BEGIN Data section

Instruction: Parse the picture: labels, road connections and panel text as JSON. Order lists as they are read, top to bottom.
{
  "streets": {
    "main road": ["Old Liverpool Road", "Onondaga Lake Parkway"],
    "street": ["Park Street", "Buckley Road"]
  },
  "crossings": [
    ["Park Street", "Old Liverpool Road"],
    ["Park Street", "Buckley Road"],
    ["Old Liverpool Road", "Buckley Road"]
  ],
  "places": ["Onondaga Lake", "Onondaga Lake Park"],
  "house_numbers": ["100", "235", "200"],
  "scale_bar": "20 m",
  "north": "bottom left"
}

END Data section

Could you output every record above exactly as written?

Instruction: Parse the picture: labels, road connections and panel text as JSON. Order lists as they are read, top to bottom.
{
  "streets": {
    "main road": ["Old Liverpool Road", "Onondaga Lake Parkway"],
    "street": ["Park Street", "Buckley Road"]
  },
  "crossings": [
    ["Park Street", "Old Liverpool Road"],
    ["Park Street", "Buckley Road"],
    ["Old Liverpool Road", "Buckley Road"]
  ],
  "places": ["Onondaga Lake", "Onondaga Lake Park"],
  "house_numbers": ["100", "235", "200"],
  "scale_bar": "20 m",
  "north": "bottom left"
}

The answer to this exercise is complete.